▶ _Your instructions_
Which lines come from the start of the listing through the line holding "position:absolute; left:744px; top:12px;"? Restate exactly those, both included, minus the pictures.
• • • • • • •
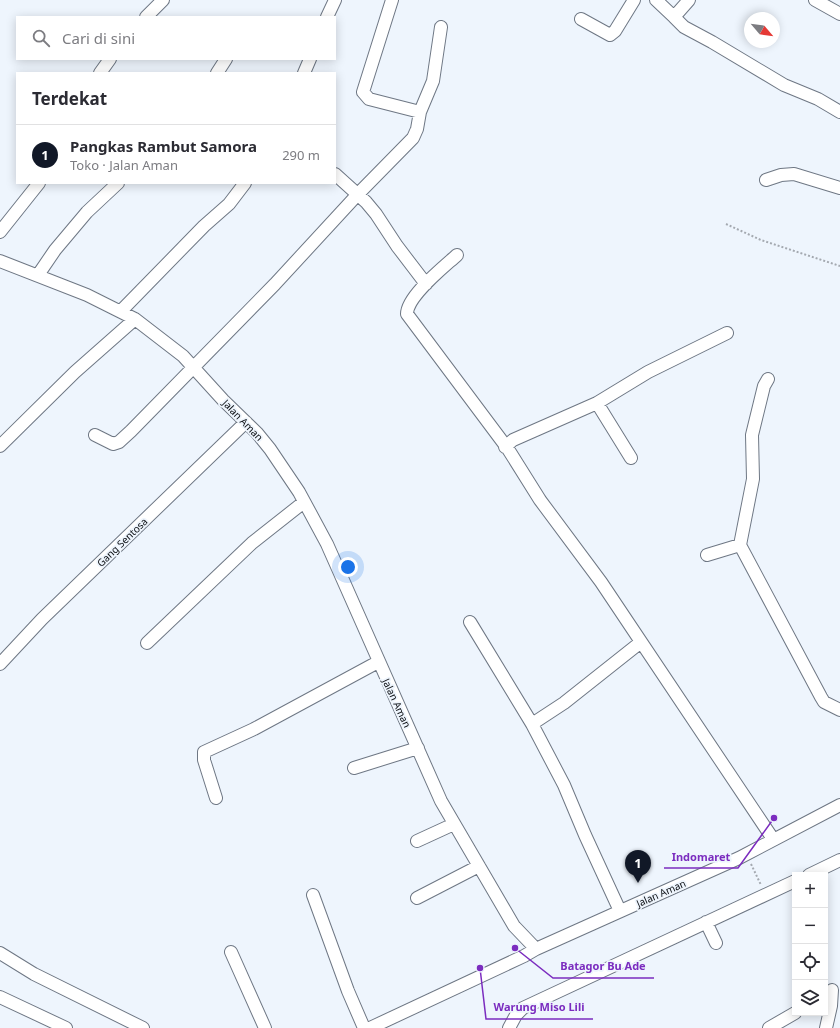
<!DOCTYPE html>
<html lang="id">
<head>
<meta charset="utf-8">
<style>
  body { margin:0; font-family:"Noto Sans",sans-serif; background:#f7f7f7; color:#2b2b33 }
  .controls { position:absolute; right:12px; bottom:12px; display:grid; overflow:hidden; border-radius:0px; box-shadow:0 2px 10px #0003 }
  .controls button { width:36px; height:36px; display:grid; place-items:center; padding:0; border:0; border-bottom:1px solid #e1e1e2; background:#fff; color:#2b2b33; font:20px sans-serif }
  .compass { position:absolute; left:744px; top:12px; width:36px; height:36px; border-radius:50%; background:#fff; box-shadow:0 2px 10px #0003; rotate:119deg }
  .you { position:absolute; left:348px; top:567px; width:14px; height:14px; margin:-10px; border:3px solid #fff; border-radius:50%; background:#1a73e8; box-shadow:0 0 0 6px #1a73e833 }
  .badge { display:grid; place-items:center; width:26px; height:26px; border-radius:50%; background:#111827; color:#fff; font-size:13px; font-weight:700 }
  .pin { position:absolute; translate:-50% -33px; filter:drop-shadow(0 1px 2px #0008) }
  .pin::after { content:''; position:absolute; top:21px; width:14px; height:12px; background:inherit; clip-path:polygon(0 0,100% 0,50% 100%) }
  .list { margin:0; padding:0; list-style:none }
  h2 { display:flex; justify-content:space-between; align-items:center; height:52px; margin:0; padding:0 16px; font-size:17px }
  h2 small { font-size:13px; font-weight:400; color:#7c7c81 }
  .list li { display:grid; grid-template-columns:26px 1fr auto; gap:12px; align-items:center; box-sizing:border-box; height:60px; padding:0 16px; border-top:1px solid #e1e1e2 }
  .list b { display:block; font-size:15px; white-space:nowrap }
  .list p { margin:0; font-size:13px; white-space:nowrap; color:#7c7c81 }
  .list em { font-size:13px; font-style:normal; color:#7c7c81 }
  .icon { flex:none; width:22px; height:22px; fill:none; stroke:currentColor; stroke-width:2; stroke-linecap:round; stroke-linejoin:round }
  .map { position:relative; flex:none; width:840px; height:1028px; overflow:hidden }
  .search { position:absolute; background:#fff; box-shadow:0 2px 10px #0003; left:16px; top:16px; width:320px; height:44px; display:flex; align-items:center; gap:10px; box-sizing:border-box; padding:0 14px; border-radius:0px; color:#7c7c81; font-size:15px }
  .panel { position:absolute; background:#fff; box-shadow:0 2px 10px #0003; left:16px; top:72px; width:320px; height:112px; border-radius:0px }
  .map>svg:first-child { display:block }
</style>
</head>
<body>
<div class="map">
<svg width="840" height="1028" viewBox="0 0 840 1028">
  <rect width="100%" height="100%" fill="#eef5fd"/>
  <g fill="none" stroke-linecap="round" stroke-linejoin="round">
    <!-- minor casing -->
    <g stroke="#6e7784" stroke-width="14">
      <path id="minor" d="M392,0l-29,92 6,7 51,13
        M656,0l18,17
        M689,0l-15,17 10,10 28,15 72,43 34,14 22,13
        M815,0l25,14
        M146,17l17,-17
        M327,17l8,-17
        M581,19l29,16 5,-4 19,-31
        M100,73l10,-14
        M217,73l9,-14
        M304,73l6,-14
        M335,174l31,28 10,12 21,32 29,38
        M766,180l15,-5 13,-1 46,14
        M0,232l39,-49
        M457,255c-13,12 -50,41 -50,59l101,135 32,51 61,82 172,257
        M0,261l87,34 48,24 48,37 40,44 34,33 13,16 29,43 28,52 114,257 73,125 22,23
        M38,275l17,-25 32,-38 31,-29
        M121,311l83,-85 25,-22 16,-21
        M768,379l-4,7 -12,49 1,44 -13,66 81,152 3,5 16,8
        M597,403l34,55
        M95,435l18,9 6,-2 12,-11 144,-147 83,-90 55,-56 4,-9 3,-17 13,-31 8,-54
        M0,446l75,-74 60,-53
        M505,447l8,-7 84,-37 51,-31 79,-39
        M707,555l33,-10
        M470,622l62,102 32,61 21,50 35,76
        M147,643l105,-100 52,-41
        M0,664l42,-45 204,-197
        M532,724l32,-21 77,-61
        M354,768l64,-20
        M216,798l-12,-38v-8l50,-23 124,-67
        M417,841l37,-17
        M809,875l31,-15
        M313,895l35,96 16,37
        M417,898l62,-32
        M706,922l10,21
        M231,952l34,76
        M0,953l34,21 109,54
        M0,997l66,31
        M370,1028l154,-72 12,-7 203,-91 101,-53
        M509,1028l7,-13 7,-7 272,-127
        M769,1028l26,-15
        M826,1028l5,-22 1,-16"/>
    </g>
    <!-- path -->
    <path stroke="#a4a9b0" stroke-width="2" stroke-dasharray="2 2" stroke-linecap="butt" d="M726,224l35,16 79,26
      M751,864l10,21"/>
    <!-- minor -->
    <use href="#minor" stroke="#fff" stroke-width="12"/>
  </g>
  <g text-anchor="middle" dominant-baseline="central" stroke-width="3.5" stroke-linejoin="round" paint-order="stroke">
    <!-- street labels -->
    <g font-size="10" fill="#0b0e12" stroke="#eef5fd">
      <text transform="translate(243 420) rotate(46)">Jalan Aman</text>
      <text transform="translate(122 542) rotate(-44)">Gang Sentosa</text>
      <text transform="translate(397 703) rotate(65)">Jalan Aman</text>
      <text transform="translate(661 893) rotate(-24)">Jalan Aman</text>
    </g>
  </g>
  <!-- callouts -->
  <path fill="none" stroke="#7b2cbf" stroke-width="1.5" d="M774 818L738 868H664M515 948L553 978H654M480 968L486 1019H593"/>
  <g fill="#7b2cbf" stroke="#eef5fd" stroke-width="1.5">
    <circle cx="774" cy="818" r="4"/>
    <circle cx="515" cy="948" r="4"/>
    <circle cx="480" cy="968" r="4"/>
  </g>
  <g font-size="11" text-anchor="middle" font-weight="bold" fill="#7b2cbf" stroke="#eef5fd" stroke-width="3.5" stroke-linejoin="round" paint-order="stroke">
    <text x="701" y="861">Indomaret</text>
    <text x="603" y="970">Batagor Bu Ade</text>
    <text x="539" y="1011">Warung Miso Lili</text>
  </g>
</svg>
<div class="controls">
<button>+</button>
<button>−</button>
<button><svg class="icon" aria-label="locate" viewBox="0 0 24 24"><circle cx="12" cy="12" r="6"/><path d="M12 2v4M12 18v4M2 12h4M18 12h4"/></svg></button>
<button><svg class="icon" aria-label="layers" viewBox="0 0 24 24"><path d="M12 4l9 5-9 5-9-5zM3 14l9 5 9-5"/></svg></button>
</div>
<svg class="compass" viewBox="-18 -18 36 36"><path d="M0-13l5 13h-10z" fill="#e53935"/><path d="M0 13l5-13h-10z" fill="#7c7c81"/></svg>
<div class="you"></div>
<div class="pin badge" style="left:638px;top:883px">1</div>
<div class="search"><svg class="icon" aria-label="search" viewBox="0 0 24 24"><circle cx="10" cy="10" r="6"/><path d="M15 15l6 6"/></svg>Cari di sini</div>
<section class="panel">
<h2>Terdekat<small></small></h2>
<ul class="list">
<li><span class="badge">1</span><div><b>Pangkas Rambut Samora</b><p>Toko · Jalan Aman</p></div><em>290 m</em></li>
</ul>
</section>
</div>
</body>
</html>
• • • • • • •
▶ _Output for this exercise_
<!DOCTYPE html>
<html lang="id">
<head>
<meta charset="utf-8">
<style>
  body { margin:0; font-family:"Noto Sans",sans-serif; background:#f7f7f7; color:#2b2b33 }
  .controls { position:absolute; right:12px; bottom:12px; display:grid; overflow:hidden; border-radius:0px; box-shadow:0 2px 10px #0003 }
  .controls button { width:36px; height:36px; display:grid; place-items:center; padding:0; border:0; border-bottom:1px solid #e1e1e2; background:#fff; color:#2b2b33; font:20px sans-serif }
  .compass { position:absolute; left:744px; top:12px; width:36px; height:36px; border-radius:50%; background:#fff; box-shadow:0 2px 10px #0003; rotate:119deg }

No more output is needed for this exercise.